Cela fonc­tionne aus­si après la der­nière épi­thète d’un com­plé­ment ou d’un sujet :

« Tout un monde loin­tain, absent, presque défunt, vit dans tes pro­fon­deurs, forêt aro­ma­tique » — Baudelaire

… ou après plu­sieurs adverbes :

« L’infirmier leur mas­sait lon­gue­ment, puis­sam­ment, les muscles des jambes […]» — Michel Mouton

Inver­se­ment, « dans une laisse de sujets dont les deux der­niers sont liés par “et”, on ne met pas de vir­gule entre le der­nier et le verbe » :

« Trop de dia­mants, d’or et de bon­heur rayonnent aujourd’­hui sur les verres de ce miroir où Monte-Cris­to regarde Dan­tès » – Dumas 

Gre­visse donne la même règle au § 128, avec des exemples pris chez Mau­riac et Saint-Exu­pé­ry.
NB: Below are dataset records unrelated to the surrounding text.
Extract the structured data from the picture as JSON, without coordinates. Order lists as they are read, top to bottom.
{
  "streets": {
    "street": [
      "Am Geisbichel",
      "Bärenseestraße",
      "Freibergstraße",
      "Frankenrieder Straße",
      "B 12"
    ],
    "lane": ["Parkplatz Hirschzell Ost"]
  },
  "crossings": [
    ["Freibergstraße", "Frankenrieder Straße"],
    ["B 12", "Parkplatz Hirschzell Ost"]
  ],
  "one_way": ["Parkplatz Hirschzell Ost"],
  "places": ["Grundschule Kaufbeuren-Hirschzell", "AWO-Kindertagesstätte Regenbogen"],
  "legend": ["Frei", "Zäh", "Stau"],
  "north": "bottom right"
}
Par­mi les autres cas où il admet la vir­gule « inter­dite », il donne celui-ci : 

Lorsque le sujet a une cer­taine lon­gueur, la pause néces­saire dans l’oral est par­fois ren­due par une vir­gule dans l’écrit (mais on pré­fère aujourd’hui une ponc­tua­tion plus logique, qui ne sépare pas le sujet et le verbe) : La foudre que le ciel eût lan­cée contre moi, m’aurait cau­sé moins d’épouvante (Chat., Mém., I, ii, 8). — Quand la per­sonne dont nous sommes accom­pa­gnés, nous est supé­rieure par le rang et la qua­li­té (Lit­tré, art. accom­pa­gné). — Les soins à don­ner aux deux nour­ris­sons qui lui sont confiés par l’Assistance, l’empêchent de gar­der le lit (Gide, Jour­nal, 27 janv. 1931). — Le pas­sé simple et la troi­sième per­sonne du Roman, ne sont rien d’autre que ce geste fatal par lequel l’écrivain montre du doigt le masque qu’il porte (Barthes, Degré zéro de l’écriture, I, 3). — La réponse que je don­nai à l’enquête par Voyage en Grèce (revue tou­ris­tique de pro­pa­gande) et que l’on trou­ve­ra en tête de la seconde par­tie de ce recueil, sert donc […] de char­nière entre les deux par­ties (Que­neau, Voyage en Grèce, p. 11).

Je n’entre pas plus dans les détails – la vir­gule occupe chez Drillon plus de cent pages – et vous ren­voie aux pages 165 à 176 pour ce point pré­cis. Drillon pré­cise que « le Code typo­gra­phique » (celui de la Fédé­ra­tion CGC de la com­mu­ni­ca­tion, 1989) et « cer­tains gram­mai­riens » désap­prouvent ces excep­tions. Pour ma part, je trouve là la confir­ma­tion qui me man­quait. Je n’ajouterai que cette citation :

« Il arrive à la vir­gule d’être “facul­ta­tive”. C’est alors que l’auteur se montre, et par quoi il se dis­tingue d’un autre » (p. 150).